PROBLEM DETAILS: The reply should contain every entry exactly as given, with no pictures in it.

Data entries
——
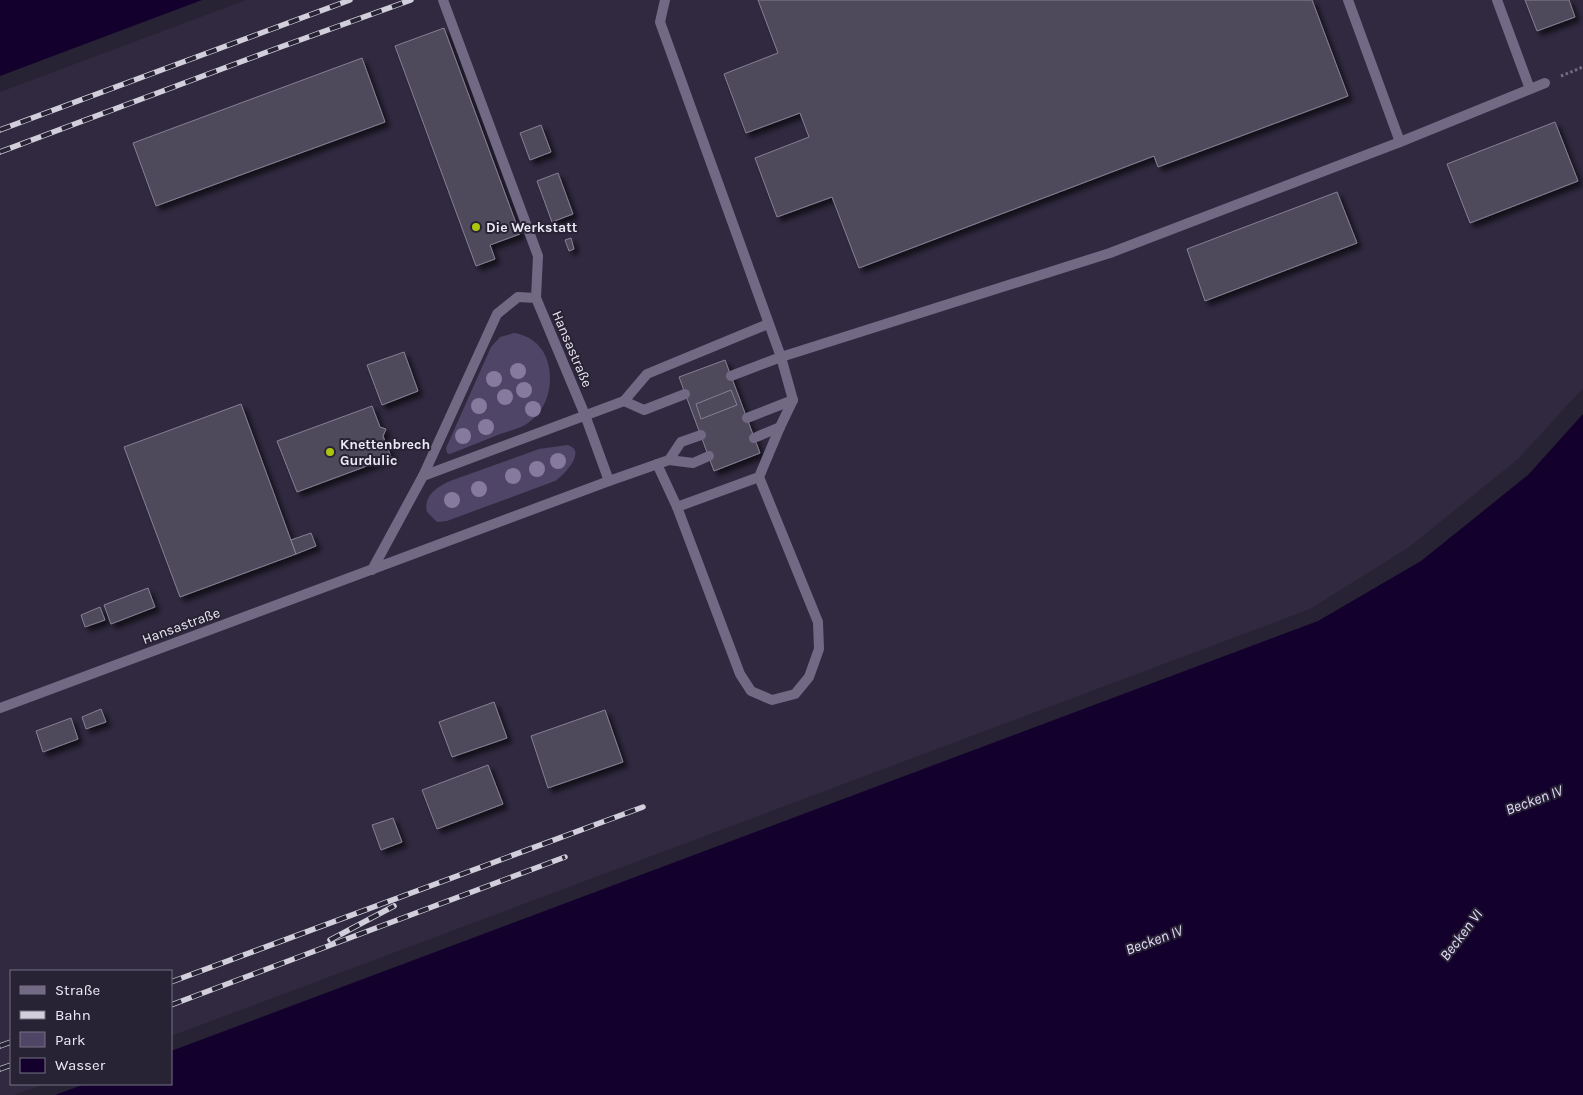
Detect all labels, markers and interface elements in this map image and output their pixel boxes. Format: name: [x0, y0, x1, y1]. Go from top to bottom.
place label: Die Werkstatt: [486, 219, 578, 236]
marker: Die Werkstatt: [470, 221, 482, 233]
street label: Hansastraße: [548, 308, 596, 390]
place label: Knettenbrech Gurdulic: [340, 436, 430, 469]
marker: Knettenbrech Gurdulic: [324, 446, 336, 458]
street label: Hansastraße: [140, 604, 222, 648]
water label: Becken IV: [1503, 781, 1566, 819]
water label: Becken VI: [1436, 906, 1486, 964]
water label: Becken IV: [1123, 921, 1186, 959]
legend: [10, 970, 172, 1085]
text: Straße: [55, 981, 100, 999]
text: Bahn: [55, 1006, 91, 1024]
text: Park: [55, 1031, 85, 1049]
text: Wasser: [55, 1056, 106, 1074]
——
SOLUTION TO THE EXERCISE:
Detect all labels, markers and interface elements in this map image and output their pixel boxes. Format: name: [x0, y0, x1, y1]. Go from top to bottom.
place label: Die Werkstatt: [486, 219, 578, 236]
marker: Die Werkstatt: [470, 221, 482, 233]
street label: Hansastraße: [548, 308, 596, 390]
place label: Knettenbrech Gurdulic: [340, 436, 430, 469]
marker: Knettenbrech Gurdulic: [324, 446, 336, 458]
street label: Hansastraße: [140, 604, 222, 648]
water label: Becken IV: [1503, 781, 1566, 819]
water label: Becken VI: [1436, 906, 1486, 964]
water label: Becken IV: [1123, 921, 1186, 959]
legend: [10, 970, 172, 1085]
text: Straße: [55, 981, 100, 999]
text: Bahn: [55, 1006, 91, 1024]
text: Park: [55, 1031, 85, 1049]
text: Wasser: [55, 1056, 106, 1074]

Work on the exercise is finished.